# Avatars and Personality Types



## curtis (Mar 26, 2016)

An avatar is an image you choose to represent yourself in the virtual world. Do the avatars you create for online communication reflect who you truly are? Are you narcissistic, friendly, affectionate, masochistic, manic or psychopathic? 


Regarding psychopathic personality types, your avatar could wear dark clothes and sunglasses while showing little facial expression. How does your avatar accurately describe your personality?


----------



## Reichelina (Mar 26, 2016)

curtis said:


> An avatar is an image you choose to represent yourself in the virtual world. Do the avatars you create for online communication reflect who you truly are? Are you narcissistic, friendly, affectionate, masochistic, manic or psychopathic?



All of the above. Tee hee.



> Regarding psychopathic personality types, your avatar could wear dark clothes and sunglasses while showing little facial expression. How does your avatar accurately describe your personality



I thought the profile pic and avatar were the same thing. I uploaded my first one via Tapatalk. Logging in on my laptop, I realized they are different so I decided to replace it with this. 
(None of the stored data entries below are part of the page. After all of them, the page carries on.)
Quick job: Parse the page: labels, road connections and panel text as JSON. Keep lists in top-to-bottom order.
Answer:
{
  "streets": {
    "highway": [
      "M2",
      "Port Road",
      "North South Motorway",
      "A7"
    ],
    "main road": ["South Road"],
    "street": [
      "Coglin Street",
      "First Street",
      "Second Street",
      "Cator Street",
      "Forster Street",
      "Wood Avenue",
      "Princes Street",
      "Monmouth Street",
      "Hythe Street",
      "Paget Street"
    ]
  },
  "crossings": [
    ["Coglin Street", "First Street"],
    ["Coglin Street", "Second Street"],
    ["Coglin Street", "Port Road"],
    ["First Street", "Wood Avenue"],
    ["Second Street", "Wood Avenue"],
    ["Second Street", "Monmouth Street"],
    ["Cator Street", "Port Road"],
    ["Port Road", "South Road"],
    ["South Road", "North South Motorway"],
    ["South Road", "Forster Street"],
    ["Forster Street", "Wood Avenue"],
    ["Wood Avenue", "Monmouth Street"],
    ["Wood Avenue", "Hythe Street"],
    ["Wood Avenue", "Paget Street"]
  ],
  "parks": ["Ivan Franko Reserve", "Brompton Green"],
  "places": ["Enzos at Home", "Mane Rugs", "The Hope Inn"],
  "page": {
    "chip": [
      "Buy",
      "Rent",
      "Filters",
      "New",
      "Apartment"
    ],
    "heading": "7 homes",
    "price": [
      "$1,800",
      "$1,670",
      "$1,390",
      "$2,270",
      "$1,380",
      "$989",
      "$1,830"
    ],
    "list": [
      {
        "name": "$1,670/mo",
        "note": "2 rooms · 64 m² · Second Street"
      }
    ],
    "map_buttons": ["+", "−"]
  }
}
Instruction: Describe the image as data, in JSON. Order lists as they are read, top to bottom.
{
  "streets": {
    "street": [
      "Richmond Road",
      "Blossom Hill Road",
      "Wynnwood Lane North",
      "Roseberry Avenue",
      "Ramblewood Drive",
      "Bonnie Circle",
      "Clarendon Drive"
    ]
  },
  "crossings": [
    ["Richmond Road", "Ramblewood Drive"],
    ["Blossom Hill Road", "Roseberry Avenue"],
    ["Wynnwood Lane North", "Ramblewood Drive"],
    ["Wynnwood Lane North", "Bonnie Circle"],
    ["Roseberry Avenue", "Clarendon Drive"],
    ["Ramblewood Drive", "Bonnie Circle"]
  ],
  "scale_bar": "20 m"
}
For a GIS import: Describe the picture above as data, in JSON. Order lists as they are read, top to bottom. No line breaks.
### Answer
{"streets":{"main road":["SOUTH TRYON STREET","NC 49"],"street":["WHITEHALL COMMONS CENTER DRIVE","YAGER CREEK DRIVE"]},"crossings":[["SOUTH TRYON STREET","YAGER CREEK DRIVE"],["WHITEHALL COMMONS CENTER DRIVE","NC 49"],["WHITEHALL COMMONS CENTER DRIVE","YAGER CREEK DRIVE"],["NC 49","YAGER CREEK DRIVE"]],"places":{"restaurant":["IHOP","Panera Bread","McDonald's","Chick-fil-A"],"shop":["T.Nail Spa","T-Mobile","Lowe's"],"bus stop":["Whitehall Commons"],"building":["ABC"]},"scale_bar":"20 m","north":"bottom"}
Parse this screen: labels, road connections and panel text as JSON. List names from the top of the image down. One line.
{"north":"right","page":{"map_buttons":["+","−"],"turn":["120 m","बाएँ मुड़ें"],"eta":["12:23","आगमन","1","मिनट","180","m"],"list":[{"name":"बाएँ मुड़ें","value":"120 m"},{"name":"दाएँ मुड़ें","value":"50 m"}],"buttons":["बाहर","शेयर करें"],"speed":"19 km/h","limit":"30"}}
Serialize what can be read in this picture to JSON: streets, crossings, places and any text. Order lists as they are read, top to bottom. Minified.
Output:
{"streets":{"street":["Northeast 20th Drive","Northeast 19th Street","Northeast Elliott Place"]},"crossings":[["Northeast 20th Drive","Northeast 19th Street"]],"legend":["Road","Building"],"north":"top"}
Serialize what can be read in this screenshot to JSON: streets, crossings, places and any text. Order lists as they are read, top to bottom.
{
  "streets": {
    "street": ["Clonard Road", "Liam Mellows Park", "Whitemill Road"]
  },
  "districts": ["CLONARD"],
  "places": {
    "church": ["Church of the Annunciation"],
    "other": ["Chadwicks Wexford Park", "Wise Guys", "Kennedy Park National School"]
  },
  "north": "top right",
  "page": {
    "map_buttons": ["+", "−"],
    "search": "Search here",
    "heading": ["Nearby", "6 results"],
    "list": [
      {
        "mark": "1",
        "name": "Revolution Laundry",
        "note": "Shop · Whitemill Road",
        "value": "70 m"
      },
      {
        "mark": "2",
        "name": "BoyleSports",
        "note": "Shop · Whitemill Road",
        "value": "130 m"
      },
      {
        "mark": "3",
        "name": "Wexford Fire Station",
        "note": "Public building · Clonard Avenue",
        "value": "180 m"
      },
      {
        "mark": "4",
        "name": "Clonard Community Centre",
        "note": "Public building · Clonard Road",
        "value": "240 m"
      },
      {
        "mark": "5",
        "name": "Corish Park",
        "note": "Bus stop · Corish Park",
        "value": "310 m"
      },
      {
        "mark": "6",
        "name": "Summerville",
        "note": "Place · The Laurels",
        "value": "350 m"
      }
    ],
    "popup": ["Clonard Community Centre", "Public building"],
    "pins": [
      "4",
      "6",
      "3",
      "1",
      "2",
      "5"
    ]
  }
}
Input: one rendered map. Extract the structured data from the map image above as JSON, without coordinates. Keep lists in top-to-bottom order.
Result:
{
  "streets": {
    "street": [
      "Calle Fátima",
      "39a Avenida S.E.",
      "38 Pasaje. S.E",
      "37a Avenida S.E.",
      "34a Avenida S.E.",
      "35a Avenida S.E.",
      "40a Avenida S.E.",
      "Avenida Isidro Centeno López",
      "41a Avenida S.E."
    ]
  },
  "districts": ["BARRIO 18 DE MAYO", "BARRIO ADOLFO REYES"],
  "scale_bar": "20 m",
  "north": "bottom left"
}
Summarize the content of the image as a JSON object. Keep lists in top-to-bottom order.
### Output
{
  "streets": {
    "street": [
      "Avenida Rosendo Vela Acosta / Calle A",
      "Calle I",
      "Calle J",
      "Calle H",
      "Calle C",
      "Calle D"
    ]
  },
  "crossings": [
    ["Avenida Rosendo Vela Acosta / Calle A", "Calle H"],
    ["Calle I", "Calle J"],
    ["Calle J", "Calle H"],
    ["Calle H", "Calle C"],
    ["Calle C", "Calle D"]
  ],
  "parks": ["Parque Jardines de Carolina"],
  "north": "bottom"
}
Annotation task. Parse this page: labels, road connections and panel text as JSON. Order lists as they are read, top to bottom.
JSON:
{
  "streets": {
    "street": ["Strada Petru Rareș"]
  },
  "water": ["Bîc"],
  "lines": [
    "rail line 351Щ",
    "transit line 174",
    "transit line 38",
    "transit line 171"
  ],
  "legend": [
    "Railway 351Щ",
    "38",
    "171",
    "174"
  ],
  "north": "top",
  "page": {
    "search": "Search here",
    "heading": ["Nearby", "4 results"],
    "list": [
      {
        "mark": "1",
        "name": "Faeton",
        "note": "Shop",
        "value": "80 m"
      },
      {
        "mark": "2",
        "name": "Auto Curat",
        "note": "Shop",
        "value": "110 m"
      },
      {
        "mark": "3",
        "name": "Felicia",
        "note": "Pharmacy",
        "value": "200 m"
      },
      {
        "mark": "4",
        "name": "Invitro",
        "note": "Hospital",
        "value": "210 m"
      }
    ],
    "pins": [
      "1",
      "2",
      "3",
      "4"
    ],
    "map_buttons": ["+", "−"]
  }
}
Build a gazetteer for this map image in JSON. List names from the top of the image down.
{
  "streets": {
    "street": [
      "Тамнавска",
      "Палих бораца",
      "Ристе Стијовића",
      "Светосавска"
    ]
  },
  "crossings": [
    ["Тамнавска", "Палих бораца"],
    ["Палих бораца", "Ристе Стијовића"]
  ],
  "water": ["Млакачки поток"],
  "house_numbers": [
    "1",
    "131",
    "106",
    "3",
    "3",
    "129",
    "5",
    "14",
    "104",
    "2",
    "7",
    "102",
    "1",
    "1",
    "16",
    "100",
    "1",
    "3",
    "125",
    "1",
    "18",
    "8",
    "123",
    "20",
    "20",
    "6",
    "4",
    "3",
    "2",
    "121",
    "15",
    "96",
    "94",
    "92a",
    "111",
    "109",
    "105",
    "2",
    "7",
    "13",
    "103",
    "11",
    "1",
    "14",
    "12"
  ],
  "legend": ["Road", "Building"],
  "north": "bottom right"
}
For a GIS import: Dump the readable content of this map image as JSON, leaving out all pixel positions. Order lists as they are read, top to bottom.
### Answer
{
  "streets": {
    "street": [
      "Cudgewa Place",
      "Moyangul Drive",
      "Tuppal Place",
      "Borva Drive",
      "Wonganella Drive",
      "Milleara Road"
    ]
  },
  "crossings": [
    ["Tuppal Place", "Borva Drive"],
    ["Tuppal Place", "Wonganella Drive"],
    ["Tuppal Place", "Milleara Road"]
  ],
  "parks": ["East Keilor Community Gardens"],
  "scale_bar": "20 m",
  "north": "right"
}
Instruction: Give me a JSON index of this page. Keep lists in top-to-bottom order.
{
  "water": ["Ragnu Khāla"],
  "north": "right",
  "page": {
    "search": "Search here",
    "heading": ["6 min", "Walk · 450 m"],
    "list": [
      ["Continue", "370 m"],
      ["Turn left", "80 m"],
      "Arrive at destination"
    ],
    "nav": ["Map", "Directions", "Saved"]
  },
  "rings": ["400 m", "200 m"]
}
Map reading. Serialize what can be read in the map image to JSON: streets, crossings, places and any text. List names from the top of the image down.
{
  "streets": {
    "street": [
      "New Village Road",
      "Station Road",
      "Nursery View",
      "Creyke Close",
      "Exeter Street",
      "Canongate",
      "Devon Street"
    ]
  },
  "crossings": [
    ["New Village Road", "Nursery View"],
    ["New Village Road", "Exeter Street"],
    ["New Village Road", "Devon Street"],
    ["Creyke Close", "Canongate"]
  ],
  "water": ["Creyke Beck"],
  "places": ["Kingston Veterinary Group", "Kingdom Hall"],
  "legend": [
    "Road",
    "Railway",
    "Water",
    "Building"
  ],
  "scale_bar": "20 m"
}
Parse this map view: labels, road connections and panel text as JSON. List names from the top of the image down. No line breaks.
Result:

Then I replaced it with the one I have now. 

A woman covered and protected by butterflies. 

1. Butterflies are beautiful. Attractive.
2. They're also fragile. Not much of protection you'll get from them. 

I love butterflies (I think that's too obvious..) and I started loving them after learning about the life cycle of a butterfly. 
She started as an egg. You see her but you don't really "know" her. But inside her is a storage of potentials, what she'd look like, what she can do, etc. 
Then she grows up. A fat, slimy, leaf-obsessed caterpillar. 

But then she grows. Too fast. 
Stretched. Like a balloon. 

Covers herself up, detaches herself from the world. 
Worked hard in silence. Came back with a deafening voice of success. 

She is now a beautiful butterfly. 

I love the characteristics of butterfly too. 
You will love them when they fly, freely, up in the sky. Lock her up and she will just die. 
She is also fragile. Very sensitive and you need to handle her with care. 
Only those who knows her crevice, every curve will know how to hold her. 

Whenever I see a butterfly, I'm so filled with joy sometimes I cry. (Cause I don't get to see one everyday.)
Sorry. I told you I'm weird.  Please don't ban me. HAHA.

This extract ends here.